Fig. Comparison between ”boeing 747” and ”747 boeing” on Google
In the search above, barely 7 of the 60 hits are unique, i.e., the overlap is 88 per cent. Among the ten first hits the ranking corresponds fairly well, but further down in the hit lists the differences become bigger. Hit 1 is unique in the two searches, which is remarkable.
Fig. Search on the ”Invisible Web”on Google and Live (MSN).
The search engines have different ways of ranking the hits. Above you find a search on the “Invisible Web” on Google and Live (MSN). Only 42 per cent of the first sixty hits in respective hit list overlap between the two search engines.
Precision and recall
At a search there are two standards of how efficient a search or a search service is, recall and precision. In a given quantity of documents, a certain number of them are relevant to a specific query. But far from always these exact documents are retrieved.
Each search gives a number of retrieved documents, where some of them are relevant, i.e. the overlapping between relevant and retrieved documents in the figure above.
Precision refers to the number of overlapping documents divided by the number of retrieved documents. The precision should preferably be high as the retrieved documents in this case contain few irrelevant documents.
Recall refers to the number of overlapping documents divided by the number of relevant documents. When the recall is high, a large number of the relevant documents have been retrieved.
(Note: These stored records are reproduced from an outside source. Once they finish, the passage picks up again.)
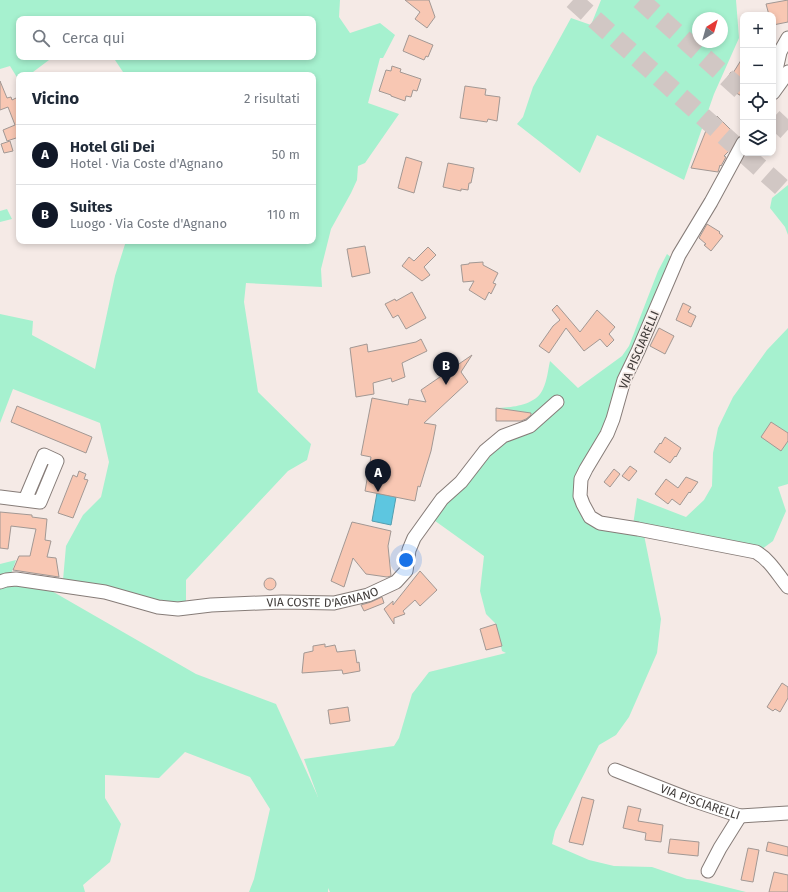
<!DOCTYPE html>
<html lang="it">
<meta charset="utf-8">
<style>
:root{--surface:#fff;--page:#f6f6f7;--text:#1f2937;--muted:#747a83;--line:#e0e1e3;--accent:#111827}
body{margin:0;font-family:"Fira Sans",sans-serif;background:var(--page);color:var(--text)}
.controls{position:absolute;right:12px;top:12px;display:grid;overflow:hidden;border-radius:8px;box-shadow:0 2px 6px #0003}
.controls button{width:36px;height:36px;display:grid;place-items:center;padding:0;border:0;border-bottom:1px solid var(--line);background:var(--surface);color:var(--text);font:20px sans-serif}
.compass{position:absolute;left:692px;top:12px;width:36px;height:36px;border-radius:50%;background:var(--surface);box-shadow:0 2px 6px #0003;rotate:37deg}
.you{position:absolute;left:406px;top:560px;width:14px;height:14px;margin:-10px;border:3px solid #fff;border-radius:50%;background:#1a73e8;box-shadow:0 0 0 6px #1a73e833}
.badge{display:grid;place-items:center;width:26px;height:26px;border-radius:50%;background:var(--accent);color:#fff;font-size:13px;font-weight:700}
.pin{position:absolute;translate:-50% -33px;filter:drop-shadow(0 1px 2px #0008)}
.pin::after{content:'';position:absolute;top:21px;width:14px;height:12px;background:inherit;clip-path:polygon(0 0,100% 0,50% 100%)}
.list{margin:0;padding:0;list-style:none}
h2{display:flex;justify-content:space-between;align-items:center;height:52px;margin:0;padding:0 16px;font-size:17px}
h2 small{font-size:13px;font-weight:400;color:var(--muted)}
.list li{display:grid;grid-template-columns:26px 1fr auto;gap:12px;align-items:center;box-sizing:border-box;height:60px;padding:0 16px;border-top:1px solid var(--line)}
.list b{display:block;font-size:15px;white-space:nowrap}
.list p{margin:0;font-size:13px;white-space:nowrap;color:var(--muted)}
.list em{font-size:13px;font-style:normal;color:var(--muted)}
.icon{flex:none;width:22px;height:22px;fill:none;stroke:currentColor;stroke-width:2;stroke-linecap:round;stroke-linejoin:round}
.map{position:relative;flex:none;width:788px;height:892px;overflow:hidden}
.search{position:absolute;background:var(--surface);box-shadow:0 2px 6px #0003;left:16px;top:16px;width:300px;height:44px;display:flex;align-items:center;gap:10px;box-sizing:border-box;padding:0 14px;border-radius:8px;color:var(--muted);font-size:15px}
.panel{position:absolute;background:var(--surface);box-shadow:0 2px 6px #0003;left:16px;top:72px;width:300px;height:172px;border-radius:8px}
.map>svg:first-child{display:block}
.green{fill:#a6f1cf;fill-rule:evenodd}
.water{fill:#5dc6e0;stroke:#549dae}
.building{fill:#f8c7b3;stroke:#a29894}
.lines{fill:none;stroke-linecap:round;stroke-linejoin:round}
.highway-tunnel{stroke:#d1c7c4;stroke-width:19;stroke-dasharray:19 10;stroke-linecap:butt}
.minor-casing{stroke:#867c78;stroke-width:15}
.minor{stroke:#fff;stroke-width:13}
.labels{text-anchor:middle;stroke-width:3.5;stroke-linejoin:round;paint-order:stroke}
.street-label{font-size:12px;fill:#403c3a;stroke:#f5eae6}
</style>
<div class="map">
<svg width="788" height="892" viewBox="0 0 788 892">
<rect width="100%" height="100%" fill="#f5eae6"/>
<path class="green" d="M 0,0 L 340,0 L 339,17 L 350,33 L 380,23 L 395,35 L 383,58 L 380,58 L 368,103 L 399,114 L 365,163 L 358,166 L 357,180 L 351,193 L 331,229 L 321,269 L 322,287 L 246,283 L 244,302 L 258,392 L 311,444 L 307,460 L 288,471 L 186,580 L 186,601 L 164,603 L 63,580 L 66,546 L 83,515 L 101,497 L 109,462 L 100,423 L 13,389 L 0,423 L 0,314 L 33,321 L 32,335 L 95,369 L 115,276 L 126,241 L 313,241 L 313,75 L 125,75 L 113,57 L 313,57 L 313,19 L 19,19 L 19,57 L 53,57 L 29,75 L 19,75 L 19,79 L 18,79 L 10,66 L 0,69 Z
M 601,0 L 736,0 L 739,38 L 714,94 L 684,180 L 597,135 L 580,173 L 517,124 L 523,117 L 533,87 L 571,18 L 591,25 ZM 698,18 L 722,18 L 722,42 L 698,42 Z
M 788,185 L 788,235 L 785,227 L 770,208 L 772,198 Z
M 7,209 L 12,219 L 0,222 L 0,211 Z
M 667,254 L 673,259 L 609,421 L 580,474 L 585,517 L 644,535 L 661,619 L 657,653 L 629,717 L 616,735 L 599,745 L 555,831 L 552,844 L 589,860 L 614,866 L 652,867 L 687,879 L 698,880 L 746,892 L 330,892 L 328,888 L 328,892 L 249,892 L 254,879 L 270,809 L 250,777 L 185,752 L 159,778 L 105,775 L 105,798 L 121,824 L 110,862 L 83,885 L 85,892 L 0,892 L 0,586 L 7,583 L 50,590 L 196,674 L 276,704 L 318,797 L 304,759 L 394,746 L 399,738 L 412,694 L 429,672 L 506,653 L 502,651 L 496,624 L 486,614 L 480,591 L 484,556 L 431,518 L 449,502 L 465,486 L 485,456 L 542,416 L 499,408 C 514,407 536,405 543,389 C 547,381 548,370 550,361 L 578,388 L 622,356 L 629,346 L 658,271 Z
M 788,328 L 788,484 L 778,487 L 786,511 L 773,541 L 762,549 L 720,538 L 633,525 L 637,498 L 686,517 L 704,500 L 712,486 L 713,453 L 718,428 L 733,397 L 767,350 Z
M 16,560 L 11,574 L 0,578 L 0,564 Z"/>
<path class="water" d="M 377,493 L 396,497 L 391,525 L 372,521 Z"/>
<path class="building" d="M 405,0 L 429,0 L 435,17 L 427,28 L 415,19 L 420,12 Z
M 788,0 L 788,22 L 773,25 L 773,15 L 769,15 L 766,4 Z
M 409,35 L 433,45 L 428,57 L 426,56 L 424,60 L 403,51 Z
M 743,57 L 743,97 L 723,85 L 731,72 L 733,73 Z
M 392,66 L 401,69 L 400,72 L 421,79 L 417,91 L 413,90 L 411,97 L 406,96 L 405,101 L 391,96 L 391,95 L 379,91 L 386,70 L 391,71 Z
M 0,81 L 7,98 L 11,97 L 12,100 L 16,98 L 19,105 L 19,137 L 7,141 L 3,130 L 15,125 L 8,107 L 0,110 Z
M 465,86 L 486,89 L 485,95 L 500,97 L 497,121 L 488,119 L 487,122 L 460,118 Z
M 717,116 L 738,137 L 731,149 L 724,156 L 726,157 L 721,166 L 720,165 L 718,172 L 691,168 L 707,128 Z
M 10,141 L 13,151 L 4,153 L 1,144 Z
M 406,157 L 422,162 L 414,193 L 398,188 Z
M 448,163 L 474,168 L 471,183 L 469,183 L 468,190 L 461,189 L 461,191 L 443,187 Z
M 707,224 L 720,232 L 719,233 L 723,236 L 711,251 L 704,245 L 706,244 L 699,238 Z
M 365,246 L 370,273 L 352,277 L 347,249 Z
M 428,247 L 436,255 L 424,267 L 430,275 L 422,281 L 402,266 L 409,257 L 414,261 Z
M 483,262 L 483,265 L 498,273 L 493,283 L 496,284 L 491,294 L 489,292 L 485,300 L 469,290 L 474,281 L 463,282 L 461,265 L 469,264 L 469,263 Z
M 412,292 L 426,318 L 406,329 L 398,315 L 393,318 L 385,304 L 395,299 L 396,301 Z
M 683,303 L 691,307 L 688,312 L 696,316 L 691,327 L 676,320 Z
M 557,305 L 580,332 L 597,310 L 615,327 L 609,334 L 614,340 L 607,347 L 600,339 L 584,351 L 566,328 L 549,353 L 539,346 L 553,326 L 560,320 L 552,310 Z
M 659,328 L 674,336 L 665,354 L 650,346 Z
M 421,339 L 427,351 L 402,363 L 405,377 L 392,382 L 391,378 L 373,383 L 374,394 L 356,397 L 350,348 L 367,344 L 368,352 L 416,342 Z
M 472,355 L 461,372 L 468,382 L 424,423 L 436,425 L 431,451 L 420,487 L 418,486 L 415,501 L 365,491 L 371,457 L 361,455 L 372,398 L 408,405 L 409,399 L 426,402 L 421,390 Z
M 17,406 L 92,437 L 86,453 L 11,422 Z
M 496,408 L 531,413 L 531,415 L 526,419 L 521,421 L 496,421 Z
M 771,422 L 788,433 L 788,441 L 781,451 L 761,437 Z
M 665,437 L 681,448 L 676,457 L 675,456 L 670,463 L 654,452 L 660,443 L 661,444 Z
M 630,466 L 637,471 L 629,481 L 622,476 Z
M 614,469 L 620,474 L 610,487 L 604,482 Z
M 79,471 L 86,474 L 84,479 L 88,480 L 73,518 L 58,513 L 73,475 L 77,477 Z
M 686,477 L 698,482 L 690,493 L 689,492 L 680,505 L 672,499 L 668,504 L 655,494 L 666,479 L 678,488 Z
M 0,512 L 32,515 L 32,517 L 47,519 L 45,540 L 51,541 L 47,557 L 56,558 L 59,577 L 13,570 L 19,556 L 30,556 L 36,529 L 11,526 L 8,549 L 0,548 Z
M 352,522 L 391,531 L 388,546 L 391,576 L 387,577 L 366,574 L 353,558 L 344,587 L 331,581 Z
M 420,571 L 437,590 L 420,606 L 415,600 L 403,611 L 405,614 L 394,618 L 394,624 L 384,609 L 393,601 L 393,605 Z
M264 584a6 6 0 1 1 12 0a6 6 0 1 1-12 0Z
M 382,597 L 384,603 L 364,611 L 361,605 L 371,602 Z
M 496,624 L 502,646 L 486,650 L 480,629 Z
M 325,644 L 325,647 L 335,645 L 337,652 L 355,650 L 357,663 L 359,662 L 360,671 L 343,674 L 342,670 L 302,673 L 304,653 L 313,651 L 313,646 Z
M 782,683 L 788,687 L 788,698 L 780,712 L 775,709 L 773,711 L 767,707 Z
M 348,707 L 350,721 L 330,724 L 328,710 Z
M 582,797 L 594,800 L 583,845 L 569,842 Z
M 628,806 L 641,809 L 638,821 L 663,825 L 661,842 L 645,840 L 646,833 L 623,828 Z
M 670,839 L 699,842 L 698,856 L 668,853 Z
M 768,842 L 788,847 L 788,856 L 766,851 Z
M 748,848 L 759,850 L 753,882 L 741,880 Z
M 774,872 L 788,875 L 788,892 L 769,892 Z"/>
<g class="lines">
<path class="highway-tunnel" d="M 573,0 L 788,193
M 640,0 L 743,92
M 773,118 L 788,132"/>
<defs>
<g id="minor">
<path d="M 773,83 L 780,52 L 788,38"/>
<path d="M 773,93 L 788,72"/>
<path d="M 743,143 L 711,202 L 679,255 L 638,351 L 624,380 L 613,419 L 607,434 L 586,469 L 581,479 L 580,496 L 583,504 L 590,517 L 600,523 L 638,529 L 756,552 C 770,560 778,575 788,587"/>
<path d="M 0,497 L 40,502 L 57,461 L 44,455 L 25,500"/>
<path id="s1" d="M 0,582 L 6,580 L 16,579 L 105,592 L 158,607 L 178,609 L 211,605 L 282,602 L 334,603 L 368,595 L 396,582 L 406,571 L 409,550 L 414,538 L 442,499 L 461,482 L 485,451 L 503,436 L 530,426 L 557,402"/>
<path id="s2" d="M 615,770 L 689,799 L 740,816 L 788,813"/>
<path d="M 708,871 L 720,848 L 740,816"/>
</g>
</defs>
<use href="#minor" class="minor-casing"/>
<use href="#minor" class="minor"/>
</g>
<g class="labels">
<g class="street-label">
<text transform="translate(639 350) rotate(-67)" y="4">VIA PISCIARELLI</text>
<text dy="4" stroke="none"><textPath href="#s1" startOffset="327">VIA COSTE D'AGNANO</textPath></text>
<text dy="4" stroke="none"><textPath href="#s2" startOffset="91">VIA PISCIARELLI</textPath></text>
</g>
</g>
</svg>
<div class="controls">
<button>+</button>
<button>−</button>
<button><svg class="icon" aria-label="locate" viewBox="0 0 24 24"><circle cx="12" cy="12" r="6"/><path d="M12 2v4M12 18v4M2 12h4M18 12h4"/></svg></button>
<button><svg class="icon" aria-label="layers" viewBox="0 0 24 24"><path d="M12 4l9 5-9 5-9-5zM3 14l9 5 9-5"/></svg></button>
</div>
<svg class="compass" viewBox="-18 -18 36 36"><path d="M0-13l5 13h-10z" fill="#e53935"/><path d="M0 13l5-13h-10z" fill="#747a83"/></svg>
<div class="you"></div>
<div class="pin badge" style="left:378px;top:492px">A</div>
<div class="pin badge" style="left:446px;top:385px">B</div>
<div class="search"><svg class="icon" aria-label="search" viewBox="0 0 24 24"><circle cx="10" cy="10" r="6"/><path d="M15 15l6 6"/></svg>Cerca qui</div>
<section class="panel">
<h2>Vicino<small>2 risultati</small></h2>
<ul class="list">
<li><span class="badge">A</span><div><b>Hotel Gli Dei</b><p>Hotel · Via Coste d'Agnano</p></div><em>50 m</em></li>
<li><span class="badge">B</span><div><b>Suites</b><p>Luogo · Via Coste d'Agnano</p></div><em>110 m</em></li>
</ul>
</section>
</div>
Preferably both precision and recall should be high as the search engine then delivers practically only relevant hits and, at the same time, all the relevant hits in its index. But in practice, and to a certain extent, precision and recall cancel each other out. If the number of hits is increased at a search (higher recall), it means that the number of irrelevant hits also increases (lower precision).
Fig. Document quantity with relevant documents, retrieved documents and overlapping.
As a standard, recall is perhaps not entirely relevant for Web searches as most users only look at the first hits in the hit list. The fact that a search gives eleven thousand hits may not be interesting. On the contrary, it would probably stress us out as searchers if we knew that all the hits in the Google search were relevant to our search.
When searching on the Web, precision is so much more important, particularly for the first hits on the first pages of the hit list, the pages that one really looks at.